Originally Posted by BigLouie
The message intended to be conveyed by that chart conflates a couple of disparate issues.
The term "trickle-down" economics is generally understood to revolve around arguments that cutting taxes on the very affluent encourages capital formation and business investment, thereby increasing production and employment. Leaving aside arguments concerning whether under certain sets of circumstances that may or may not be true, tax cuts have little to do with the rapidly rising levels of income and wealth disparity over the last forty years. That resulted primarily from other factors. In fact, summing up all the tax code and rate changes from 1981-2003, taxes have been cut
far more for the middle class than for the top one percent.

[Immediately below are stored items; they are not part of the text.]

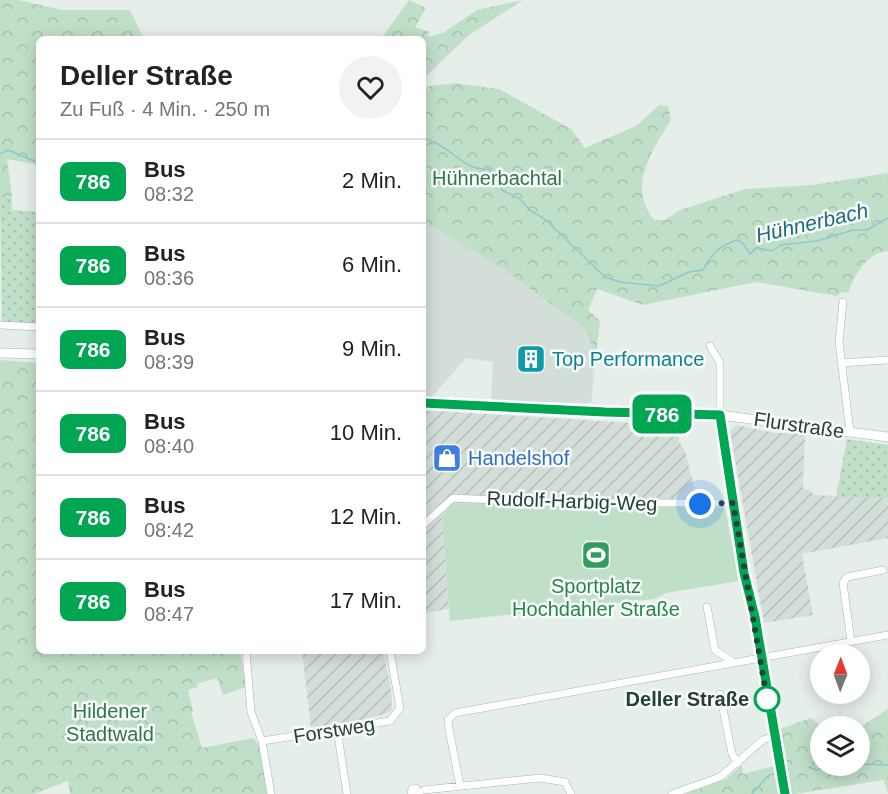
<!DOCTYPE html>
<html lang="de">
<meta charset="utf-8">
<style>
body{margin:0;font-family:Arial,sans-serif;background:#f2f2f2;color:#222;height:100vh;display:flex;flex-direction:column;font-size:22px;white-space:nowrap}
*{box-sizing:border-box;margin:0}
p{font-size:20px;color:#767676}
.icon{flex:none;width:33px;height:33px;fill:none;stroke:currentColor;stroke-width:2;stroke-linecap:round;stroke-linejoin:round}
.map{position:relative;flex:1;overflow:hidden}
.sheet{position:absolute;left:36px;top:36px;width:390px;height:618px;display:flex;flex-direction:column;background:#fff;border-radius:9px;box-shadow:0 3px 15px #0003}
.sheet>*{flex:none}
.badge{padding:0 12px;border-radius:9px;font-size:21px;line-height:39px}
.needle{width:39px;rotate:1deg}
.buttons{position:absolute;left:810px;top:644px;display:grid;gap:12px}
.buttons a{display:grid;place-items:center;width:60px;height:60px;border-radius:50%;background:#fff;box-shadow:0 3px 15px #0003;font-size:30px}
.you{position:absolute;width:30px;height:30px;margin:-15px;border:4px solid #fff;border-radius:50%;background:#1a73e8;box-shadow:0 0 0 9px #1a73e833}
.map>.badge{position:absolute;translate:-50% -50%;box-shadow:0 0 0 3px #fff}
.round{display:grid;place-items:center;flex:none;width:63px;height:63px;border-radius:32px;background:#f2f2f2}
.head{display:flex;align-items:center;justify-content:space-between;height:102px;padding:0 24px}
h1{font-size:28px;font-weight:700;line-height:45px}
ul{padding:0;list-style:none}
li{display:flex;align-items:center;gap:18px;height:84px;padding:0 24px;border-top:2px solid #e0e0e0}
li div{flex:1}
li b{display:block;font-size:22px}
li em{font-style:normal}
li .badge{min-width:66px;font-weight:700;text-align:center}
.map>svg:first-child{display:block}
</style>
<div class="map">
<svg width="888" height="794" viewBox="0 0 888 794">
<defs>
<pattern id="industrial-furrows" width="10" height="10" patternUnits="userSpaceOnUse" patternTransform="scale(1.5)"><rect width="10" height="10" fill="#d4ded9"/><path d="M-1 1l2-2M0 10L10 0M9 11l2-2" fill="none" stroke="#b6c0bb"/></pattern>
<pattern id="grass-dots" width="8" height="8" patternUnits="userSpaceOnUse" patternTransform="scale(1.5)"><rect width="8" height="8" fill="#c0dfc8"/><path d="M2 2h.1M6 6h.1" fill="none" stroke="#a5c0ad" stroke-width="1.8" stroke-linecap="round"/></pattern>
<pattern id="forest-crowns" width="20" height="18" patternUnits="userSpaceOnUse" patternTransform="scale(1.5)"><rect width="20" height="18" fill="#c0dfc8"/><path d="M2 6a3 3 0 1 1 6 0M12 15a3 3 0 1 1 6 0" fill="none" stroke="#a5c0ad"/></pattern>
</defs>
<rect width="100%" height="100%" fill="#e6eeea"/>
<!-- built -->
<path fill="#d4ded9" d="M423,221L503,269L584,328L596,355L591,403L491,401L493,362L466,358L431,398L423,396Z"/>
<!-- industrial -->
<path fill="url(#industrial-furrows)" d="M423,410L679,426V442L685,451L697,499L695,501H571L461,495V502L450,505L442,517L449,609L423,613Z
M737,425L775,433H805L803,489H808L815,495L888,498V538L802,554L813,615L764,623L730,431Z
M302,651H383L391,688L392,711L372,718L311,728Z"/>
<!-- grass -->
<path fill="url(#grass-dots)" d="M11,189L12,210L39,212V324L2,323L0,196Z
M847,439L888,445V498L836,497Z"/>
<!-- forest -->
<path fill="url(#forest-crowns)" d="M0,0H18L62,10H130L144,39H39V165L7,159L12,196L0,198Z
M409,0L426,8L415,27L429,32L428,37L443,33L477,10L523,0L469,35L423,79V39H381Z
M455,83L499,89L571,129L585,148L636,126L659,105L668,106L671,120C652,151 627,187 654,220H665L680,210L745,189L812,185L888,173V251C868,252 854,275 848,293L841,292L837,296L756,282L643,305L597,289L588,310L600,321L596,355L584,328L503,269L423,221V87Z
M0,360L39,363V651H240L246,687L223,695L217,678L197,684L198,687L188,690L193,711L191,712L202,748L253,738L260,746L268,794H70L68,781L34,794H0Z
M888,709V794L884,780L795,794H685L726,779L742,765L743,774L785,763L780,729L811,718L821,726L820,765H860V727Z"/>
<!-- pitch -->
<path fill="#c0dfc8" d="M461,502L725,508L739,581L666,593L654,599L450,621L442,517L450,505Z"/>
<g fill="none" stroke-linecap="round" stroke-linejoin="round">
<!-- stream -->
<path stroke="#90c8d1" stroke-width="1.5" d="M423,146L434,142C454,151 465,171 489,169L502,190L520,199L530,210L546,220L605,277L620,282L659,286L689,272L703,270C712,253 719,246 737,240L743,243L750,254L756,248L772,251L781,245L817,241L853,230H867L888,218
M0,154L8,150L39,163
M860,764L888,765
M852,765H857
M809,767L816,770L839,765
M752,794L768,776"/>
<!-- street casing -->
<g stroke="#a8b6b1" stroke-width="8">
<path id="street" d="M843,302L839,342L850,432
M0,325L39,327
M710,346L720,363V415
M841,363L888,360
M423,525L453,498L561,503H733
M707,607L715,650L733,662
M851,641L843,583L847,577L883,570
M246,651L251,712L262,741L271,794
M720,694L732,754L738,763
M337,729L347,794
M262,741L390,721L400,708L390,651
M460,786L449,729L448,720L455,713L888,635
M424,790L540,778L565,782L571,794
M411,794L412,789L416,788L419,794
M672,794L720,777L763,740L773,736"/>
</g>
<!-- secondary casing -->
<g stroke="#a4bab2" stroke-width="10">
<path id="secondary" d="M0,353L39,354
M423,403L626,413L720,415L888,437
M720,415L744,573L755,617L785,794"/>
</g>
<!-- street -->
<use href="#street" stroke="#fff" stroke-width="7"/>
<!-- secondary -->
<use href="#secondary" stroke="#fff" stroke-width="9"/>
</g>
<g fill="none" stroke-linecap="round" stroke-linejoin="round">
<!-- line casing -->
<g stroke="#fff" stroke-width="14">
<path id="line" d="M423,403L605,412L720,415L744,573L755,617L785,794"/>
</g>
<!-- line -->
<use href="#line" stroke="#00a651" stroke-width="9"/>
<!-- walk -->
<path stroke="#254039" stroke-width="6" stroke-dasharray="0 10.8" d="M700,504L733,503L767,699"/>
</g>
<!-- icons -->
<defs>
<g id="building-square" transform="scale(1.5)"><rect x="-9" y="-9" width="18" height="18" rx="4" fill="#0f9aa8" stroke="#f7fbf9"/><path d="M-4-6H4V6H1V3H-1V6H-4ZM-2.5-4.3h1.7v1.8h-1.7ZM.8-4.3h1.7v1.8H.8ZM-2.5-1h1.7V.8h-1.7ZM.8-1h1.7V.8H.8Z" fill="#fff"/></g>
<g id="shop-square" transform="scale(1.5)"><rect x="-9" y="-9" width="18" height="18" rx="4" fill="#3f7fe0" stroke="#f7fbf9"/><path d="M-5-2.5h2.3a2.7 3.5 0 0 1 5.4 0H5L5.5 6h-11ZM-1.5-2.5h3a1.5 2.3 0 0 0-3 0Z" fill="#fff"/></g>
<g id="stadium-square" transform="scale(1.5)"><rect x="-9" y="-9" width="18" height="18" rx="4" fill="#2e9e5b" stroke="#f7fbf9"/><path d="M0-5a6.5 5 0 1 0 0 10a6.5 5 0 1 0 0-10ZM-3.5-1.8h7v3.6h-7Z" fill="#fff"/></g>
</defs>
<g fill-rule="evenodd">
<use href="#building-square" x="531" y="359"/>
<use href="#shop-square" x="447" y="458"/>
<use href="#stadium-square" x="596" y="555"/>
</g>
<!-- markers -->
<circle fill="#fff" stroke="#00a651" stroke-width="3" cx="767" cy="699" r="12"/>
<g text-anchor="middle" stroke-width="5" stroke-linejoin="round" paint-order="stroke">
<!-- park labels -->
<g font-size="20" fill="#2f774a" stroke="#f7fbf9">
<text x="497" y="185">Hühnerbachtal</text>
<text x="110" y="718">Hildener<tspan x="110" dy="23">Stadtwald</tspan></text>
</g>
<!-- culture labels -->
<g font-size="20" fill="#0d838f" stroke="#f7fbf9" text-anchor="start">
<text x="552" y="366">Top Performance</text>
</g>
<!-- street labels -->
<g font-size="20" fill="#254039" stroke="#f7fbf9">
<text transform="translate(799 425) rotate(8)" y="7">Flurstraße</text>
<text transform="translate(572 501) rotate(2)" y="7">Rudolf-Harbig-Weg</text>
<text transform="translate(334 730) rotate(-9)" y="7">Forstweg</text>
</g>
<!-- shop labels -->
<g font-size="20" fill="#366cbe" stroke="#f7fbf9" text-anchor="start">
<text x="468" y="465">Handelshof</text>
</g>
<!-- leisure labels -->
<g font-size="20" fill="#27864d" stroke="#f7fbf9">
<text x="596" y="593">Sportplatz<tspan x="596" dy="23">Hochdahler Straße</tspan></text>
</g>
<!-- stop labels -->
<g font-size="20" font-weight="bold" fill="#254039" stroke="#f7fbf9" text-anchor="end">
<text x="749" y="706">Deller Straße</text>
</g>
<!-- water labels -->
<g font-size="21" font-style="italic" fill="#1f6d7c" stroke="#f7fbf9">
<text transform="translate(812 223) rotate(-13)" y="7">Hühnerbach</text>
</g>
</g>
</svg>
<div class="buttons">
<a><svg class="needle" viewBox="-14 -14 28 28"><path d="M0-13l5 13h-10z" fill="#e53935"/><path d="M0 13l5-13h-10z" fill="#767676"/></svg></a>
<a><svg class="icon" aria-label="layers" viewBox="0 0 24 24"><path d="M12 4l9 5-9 5-9-5zM3 14l9 5 9-5"/></svg></a>
</div>
<div class="you" style="left:700px;top:504px"></div>
<b class="badge" style="left:662px;top:414px;background:#00a651;color:#fff">786</b>
<section class="sheet">
<div class="head"><div><h1>Deller Straße</h1><p>Zu Fuß · 4 Min. · 250 m</p></div><a class="round"><svg class="icon" aria-label="heart" viewBox="0 0 24 24"><path d="M12 20l-8-8c-3-5 5-10 8-4 3-6 11-1 8 4z"/></svg></a></div>
<ul>
<li><span class="badge" style="background:#00a651;color:#fff">786</span><div><b>Bus</b><p>08:32</p></div><em>2 Min.</em></li>
<li><span class="badge" style="background:#00a651;color:#fff">786</span><div><b>Bus</b><p>08:36</p></div><em>6 Min.</em></li>
<li><span class="badge" style="background:#00a651;color:#fff">786</span><div><b>Bus</b><p>08:39</p></div><em>9 Min.</em></li>
<li><span class="badge" style="background:#00a651;color:#fff">786</span><div><b>Bus</b><p>08:40</p></div><em>10 Min.</em></li>
<li><span class="badge" style="background:#00a651;color:#fff">786</span><div><b>Bus</b><p>08:42</p></div><em>12 Min.</em></li>
<li><span class="badge" style="background:#00a651;color:#fff">786</span><div><b>Bus</b><p>08:47</p></div><em>17 Min.</em></li>
</ul>
</section>
</div>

The difference between total taxes currently paid by the top one percent and what they would be under the tax code of 1979 is a fraction of 1% of GDP. On the other hand, the total amount paid by all the rest is several percentage points of GDP lower relative to what it would be under the 1979 code and bracket structure.
Therefore, you can easily see that the net result of tax policy over the last 30 years should be expected to have primarily provided "demand-side" stimulus, not "supply-side" effects. In fact, it does not differ significantly from the typical neo-Keynesian prescription of putting more money into the hands of non-affluent consumers so that aggregate demand is boosted.
But that obviously is not working well. I have long maintained that the problem arises from structural issues which are not being addressed. In the generation following World War II, we produced almost everything we consumed. We were a manufacturing and exporting colossus. In fact, the U.S. had pretty much of a free ride for about a quarter-century prior to the early 1970s, since so much of what would have been the industrial capacity of our global competitors had been bombed away.
But in recent years, a growing share of the "demand" we created has leaked right out of the country. One might reasonably ask, "Demand for what? More crap imported from Asia and sold at Walmart?"
If we continue to run huge fiscal deficits that have to be eventually financed with endless rounds of money-printing, and if we compound the problem by continuing to run massive trade and balance-of-payments deficits, our economy will never return to the robust levels of growth we enjoyed in the past.